How Ireland and Irish America are bound together forever

Having spent some time as a student in the US, I was struck by the genuine warmth and sincerity of Americans. It certainly gave me a new insight into Americans, and into Irish Americans, far removed from the clichéd view that we often have here in Ireland of our friends across the Atlantic.

What also struck me was just how little we actually know of real-life America, and equally how little we know of Irish America.

Much of that can, of course, be explained by over-consumption of US TV, which is probably as representative of ordinary America as "Love/Hate" or "Fr. Ted" would be of Irish life. Save for St. Patrick’s Day, many of us here in Ireland rarely give Irish America a second thought, and if the truth be known many have a slightly unfair view of Irish America.

I have been as guilty as the next in not regarding the Irish American community as truly Irish, and maybe even smirked at those who proudly claimed to be “Irish” yet were born in America. 

To many of us in Ireland, to be Irish is to be born there. It is a geographical definition, and indeed some in Ireland view others to be more or less Irish based on their place of birth. But is that really unusual, I mean, what Irish American is not a proud American first? Should the collective term more accurately not be American Irish?

As I mentioned above I spent some summers in the States as a student, the majority of the time in Chicago – a city I felt as much (if not more!) at home in as my adopted home of Dublin. After spending some time in Chicago, it is hard not to get a feel for what modern Irish America is in relation to America.

To me Irish America is law and order, it is the emergency services, it is construction, it is politics, it is trade and finance and it is work ethic. Irish America, as observed in Chicago in the mid-noughties, is America. It seemed to represent perfectly the American Dream.

The peace that has held on our island for nigh on two decades is a direct result of the influence of, and the power exerted by, Irish America. Were it not for the fact that Irish America had sufficient political power and sway to convince the US administration to lean on both the Unionist and British camps in Northern Ireland, we would still be in a situation where equality of franchise was not guaranteed, and I have no doubt that violence would still prevail to this day. We would still be waiting for an honest peace broker in Europe.

The fact is, that politically, Europe holds Ireland in little regard, and had made little effort to end the Troubles, even though Ireland was a member of the EU/EEC for decades. We are as European as any other nation, but those in the political seats of power in Europe see us, the British and the Scandinavians as a nuisance in some ways.

It was Irish America who helped deliver peace.

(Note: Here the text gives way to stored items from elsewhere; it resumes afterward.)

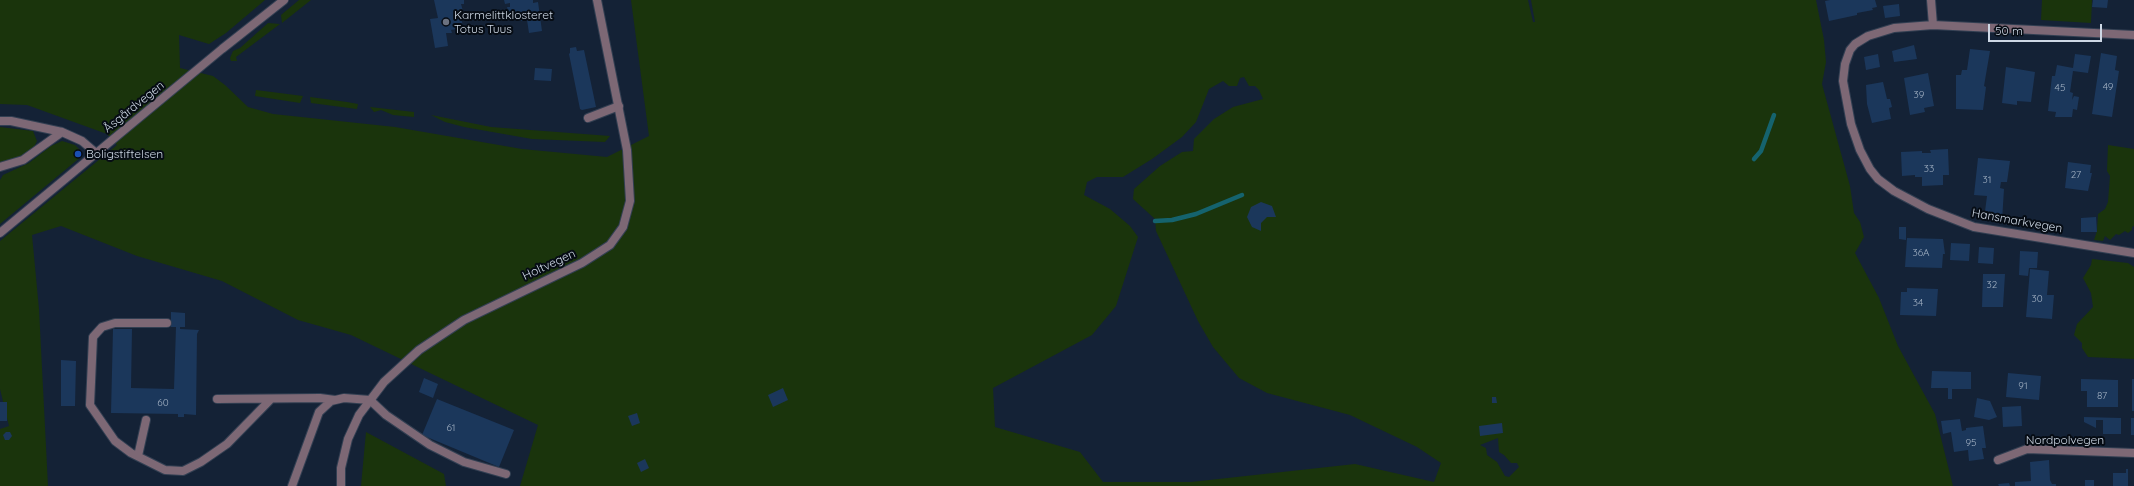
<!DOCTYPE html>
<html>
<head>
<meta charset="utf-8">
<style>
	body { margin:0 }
	#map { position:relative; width:2134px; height:486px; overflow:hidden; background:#142236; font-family:Quicksand,sans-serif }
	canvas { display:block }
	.scale { position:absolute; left:1988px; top:24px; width:114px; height:18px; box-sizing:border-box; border:2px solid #ced8e5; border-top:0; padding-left:5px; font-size:12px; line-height:14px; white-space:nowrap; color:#ced8e5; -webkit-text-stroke:3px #060c14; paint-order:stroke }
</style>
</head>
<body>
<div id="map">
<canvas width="2134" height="486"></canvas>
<div class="scale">50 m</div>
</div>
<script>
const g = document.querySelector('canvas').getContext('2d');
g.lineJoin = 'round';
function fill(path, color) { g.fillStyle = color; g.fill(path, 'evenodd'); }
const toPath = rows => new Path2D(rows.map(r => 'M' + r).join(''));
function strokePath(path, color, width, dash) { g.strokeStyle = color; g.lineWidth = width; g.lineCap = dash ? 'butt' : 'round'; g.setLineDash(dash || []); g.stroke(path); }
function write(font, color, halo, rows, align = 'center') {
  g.font = font + ' Quicksand,sans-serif'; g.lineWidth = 4; g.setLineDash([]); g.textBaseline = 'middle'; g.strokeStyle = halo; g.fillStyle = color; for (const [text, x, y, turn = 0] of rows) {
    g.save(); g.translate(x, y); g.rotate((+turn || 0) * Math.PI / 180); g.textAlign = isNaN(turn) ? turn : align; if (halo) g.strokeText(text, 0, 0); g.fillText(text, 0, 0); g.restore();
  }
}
fill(toPath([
	[0,0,265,0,226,33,209,44,179,35,180,68,213,76,225,85,248,107,273,114,395,127,522,149,607,157,649,136,631,0,1528,0,1533,22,1535,22,1531,0,1816,0,1824,40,1826,62,1822,84,1850,186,1854,213,1860,222,1864,237,1855,253,1879,298,1898,346,1935,414,1953,486,520,486,538,425,351,335,298,320,222,281,137,256,61,226,32,235,39,309,48,486,0,486,0,429,9,426,0,389,0,241,117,145,107,134,27,105,0,104],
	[1244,77,1249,86,1255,86,1259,90,1263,99,1233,107,1214,119,1194,139,1193,151,1182,152,1160,166,1134,189,1133,199,1155,219,1156,231,1198,321,1213,347,1239,378,1267,393,1350,415,1417,447,1441,463,1434,482,1355,464,1191,482,1103,482,1080,452,995,427,993,388,1092,335,1116,306,1138,237,1130,226,1110,209,1084,195,1087,182,1097,177,1123,177,1152,159,1182,137,1196,122,1209,89,1223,81,1229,86,1237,86,1240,78],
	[1498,438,1499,452,1504,455,1511,463,1517,463,1519,467,1509,477,1505,476,1497,462,1487,455,1486,448,1480,445],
	[299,0,311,0,282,23,281,15],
	[2042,0,2092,0,2091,23,2041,20],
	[268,23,280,24,236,57,237,61,231,61,230,58,233,51,240,48],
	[256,90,303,96,300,103,255,96],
	[310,97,347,102,358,104,357,109,311,103],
	[370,107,414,112,414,117,393,115,381,110,374,112],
	[431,115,491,127,610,136,605,142,532,139,464,127,445,122],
	[0,127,33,131,37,141,34,147,25,154,4,164,0,163],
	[62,141,75,145,79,149,82,156,0,224,0,180,3,175,29,163,51,146],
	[2108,145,2134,149,2134,226,2132,227,2132,230,2128,233,2125,231,2119,235,2116,234,2110,240,2105,236,2103,241,2094,240,2097,231,2098,214,2105,209,2108,202,2110,176,2107,171],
	[2092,259,2128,263,2134,267,2134,359,2088,357,2082,348,2082,343,2074,335,2077,324,2093,307,2091,293,2083,278,2091,265],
	[366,432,444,474,446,486,361,486]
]), '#1a340c');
strokePath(toPath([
	[1754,159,1761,151,1774,115],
	[1155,221,1172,220,1196,214,1242,195]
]), '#15636e', 4.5);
fill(toPath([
	[434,0,464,0,464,4,461,4,463,11,458,12,458,15,461,15,463,28,451,30,452,33,446,33,448,46,435,48,430,19,438,18],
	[504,0,533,0,533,3,538,2,542,31,529,33,527,20,521,21,521,19,510,20,507,7,510,7,510,3,505,4],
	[1830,0,1875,0,1877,7,1872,8,1873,10,1857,13,1857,15,1829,21,1825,1],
	[2093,0,2108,0,2107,8,2092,7],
	[1899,4,1900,16,1885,18,1883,6],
	[1914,45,1917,59,1894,62,1892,51],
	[576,47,577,51,584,50,596,107,582,110,580,109,569,54,570,53,570,48],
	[1970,49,1990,51,1984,86,1986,87,1983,110,1956,109,1956,75,1961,75,1962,70,1967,70],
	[2101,53,2117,56,2115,70,2119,71,2112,117,2092,114],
	[1878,54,1880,67,1866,70,1864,57],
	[2075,54,2091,56,2088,73,2073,71,2070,92,2073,93,2072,100,2074,96,2079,97,2077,110,2073,109,2072,117,2055,117,2056,112,2048,111,2052,76,2055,76,2057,65,2073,68],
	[2006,67,2035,72,2031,102,2017,101,2017,105,2002,103],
	[535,68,552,69,551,81,534,80],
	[1928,73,1934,106,1924,108,1925,112,1910,115,1904,78],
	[1883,82,1887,99,1890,99,1892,107,1889,108,1891,119,1872,123,1867,104,1866,85],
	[1948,149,1949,175,1943,175,1943,185,1922,186,1922,177,1915,177,1915,175,1902,176,1901,152,1922,151,1922,153,1931,153,1930,150],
	[1978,158,2010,161,2007,182,2001,182,2000,188,2004,189,2002,221,1984,219,1987,196,1974,195],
	[2068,162,2091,165,2090,173,2092,173,2088,191,2065,188],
	[1261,202,1272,206,1276,217,1267,217,1261,223,1261,231,1252,227,1247,217,1251,207],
	[2096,217,2097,232,2081,232,2081,218],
	[1899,227,1906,227,1906,240,1899,239],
	[1907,238,1943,239,1945,254,1943,254,1942,268,1905,267],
	[1951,243,1970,244,1969,261,1950,260],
	[1979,247,1994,248,1993,264,1978,263],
	[2020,251,2038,252,2037,268,2029,268,2028,276,2019,275],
	[2030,269,2049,271,2047,295,2054,295,2052,319,2026,317],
	[1983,274,2005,274,2003,307,1982,307],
	[1907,288,1938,289,1936,316,1900,315,1901,292,1907,292],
	[171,312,185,313,185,327,180,327,180,329,199,330,197,334,196,415,184,414,184,417,178,417,178,414,111,413,113,329,132,329,131,388,174,389,176,327,171,327],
	[61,360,76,361,75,406,61,406],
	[1932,371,1971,372,1971,389,1952,389,1952,399,1948,399,1948,388,1931,388],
	[2008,373,2041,376,2039,400,2006,397],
	[424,378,438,384,433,398,419,392],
	[2081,379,2118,380,2118,407,2087,407,2087,391,2081,391],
	[2132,379,2134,379,2134,411,2132,411],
	[783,388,788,400,773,407,768,395],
	[1492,397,1496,397,1497,403,1492,403],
	[1977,398,1990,401,1997,417,1989,420,1974,417],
	[437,399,514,430,499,467,422,435],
	[0,402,7,402,7,421,0,421],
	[2021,406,2022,426,2003,427,2002,407],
	[637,413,640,423,632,426,628,416],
	[2084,417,2121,418,2121,434,2103,434,2103,420,2096,420,2096,428,2084,422],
	[2131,418,2134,418,2134,435,2131,435],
	[1960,419,1962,431,1966,430,1966,428,1983,426,1986,448,1982,448,1984,459,1969,461,1968,450,1954,452,1951,432,1943,434,1941,421],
	[1502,423,1503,433,1480,436,1479,426],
	[6,432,10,432,12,436,9,440,5,440,3,435],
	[645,459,649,468,641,472,637,463],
	[2049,460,2050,480,2052,484,2056,484,2056,486,2015,486,2015,482,2031,481,2030,462],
	[2126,469,2128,469,2128,486,2113,486,2113,473,2126,473],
	[2085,480,2094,480,2094,486,2085,486],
	[2009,483,2010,486,1999,486,1998,484]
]), '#1b375b');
const service = toPath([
	[588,118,619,106],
	[0,121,11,121,62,132,82,141,96,153],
	[0,167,23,160,62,132],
	[167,323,115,323,102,327,93,337,90,405,115,441,131,453,165,470,183,471,201,462,227,444,271,399],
	[217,399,320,398,335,400],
	[138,456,146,420],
	[292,486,319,412,331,401,344,398,370,400,386,415,430,445,464,462,506,474]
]);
const minor = toPath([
	[1931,0,1933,25],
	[2134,35,1933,25,1894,28,1868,36,1855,44,1850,50,1845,64,1843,81,1851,124,1860,150,1870,169,1878,179,1894,191,1928,209,1974,227,2134,253],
	[0,233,222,49,284,0],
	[1998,460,2027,449,2134,453],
	[341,486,341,468,348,439,359,415,384,382,419,350,464,320,582,263,610,245,623,227,630,201,627,150,597,0]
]);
strokePath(service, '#323f52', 10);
strokePath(minor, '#323f52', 10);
strokePath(service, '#7d6875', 8);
strokePath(minor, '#7d6875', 8);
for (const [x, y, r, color] of [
	[446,22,4,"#6b7280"],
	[78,154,4,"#1a4fb4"]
]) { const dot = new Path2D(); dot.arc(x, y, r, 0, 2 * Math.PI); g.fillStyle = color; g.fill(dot); strokePath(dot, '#060c14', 1.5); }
write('10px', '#a1b0c2', null, [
	["49",2108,87],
	["45",2060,88],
	["39",1919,95],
	["33",1929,169],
	["27",2076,175],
	["31",1987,180],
	["36A",1921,253],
	["32",1992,285],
	["30",2037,299],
	["34",1918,303],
	["91",2023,386],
	["87",2102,396],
	["60",163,403],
	["61",451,428],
	["95",1971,443]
]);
write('12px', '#ced8e5', '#060c14', [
	["Karmelittklosteret",454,15],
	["Totus Tuus",454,29],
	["Boligstiftelsen",86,154]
], 'left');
write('12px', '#ced8e5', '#060c14', [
	["Åsgårdvegen",134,107,-39],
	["Hansmarkvegen",2017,221,10],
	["Holtvegen",549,265,-25],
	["Nordpolvegen",2065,440]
]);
</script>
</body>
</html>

The prosperity of modern Ireland would not be possible without the generosity and largely under-appreciated dedication of Irish America to Ireland. The US is now Ireland’s largest export market, much of this export being attributed to the large number of American blue-chip multinational firms located here.

What often is forgotten by the commentariat in Ireland is the role of Irish Americans in enabling these firms to locate here – many preferring to think that our island is a utopic destination for FDI and that the investment thus naturally flowed towards our shores.

As an employee of a multinational myself, I see first-hand how the role of the US multinationals in Ireland has revolutionized Irish business culture and ethos on the whole. The US, aided by Irish America is a true friend of Ireland, and when the financial crisis was at its nadir, it was the continued US investment here that allowed us pay our way, and recover.

To many proud Irish Americans, it seems being Irish is seen as an ethnicity, stretching through the generations, more akin to a Jewish outlook on heritage, and not bound by a specific border.

In Ireland, conversely, we sometimes get caught up a little too much in our immediate locality and fail to see that the Irish diaspora is a huge network of underutilized potential.

Both sides perhaps should know more about the other side, as we linked ethnically, culturally and economically. I have come to the belief that to be Irish and to be born in Ireland are two sides of the same coin – we might be facing different ways, but we are intrinsically bound together, whether we like it or not.


Alan Ó Maonaigh is originally from Meath but now resides in Dublin with his wife Edel, and two-year-old daughter. He is a qualified industrial engineer and project manager, working in a multinational company in North Dublin. In whatever spare time his daughter affords him, he enjoys running, DIY, gardening, travel and brewing - albeit not at the same time as a rule.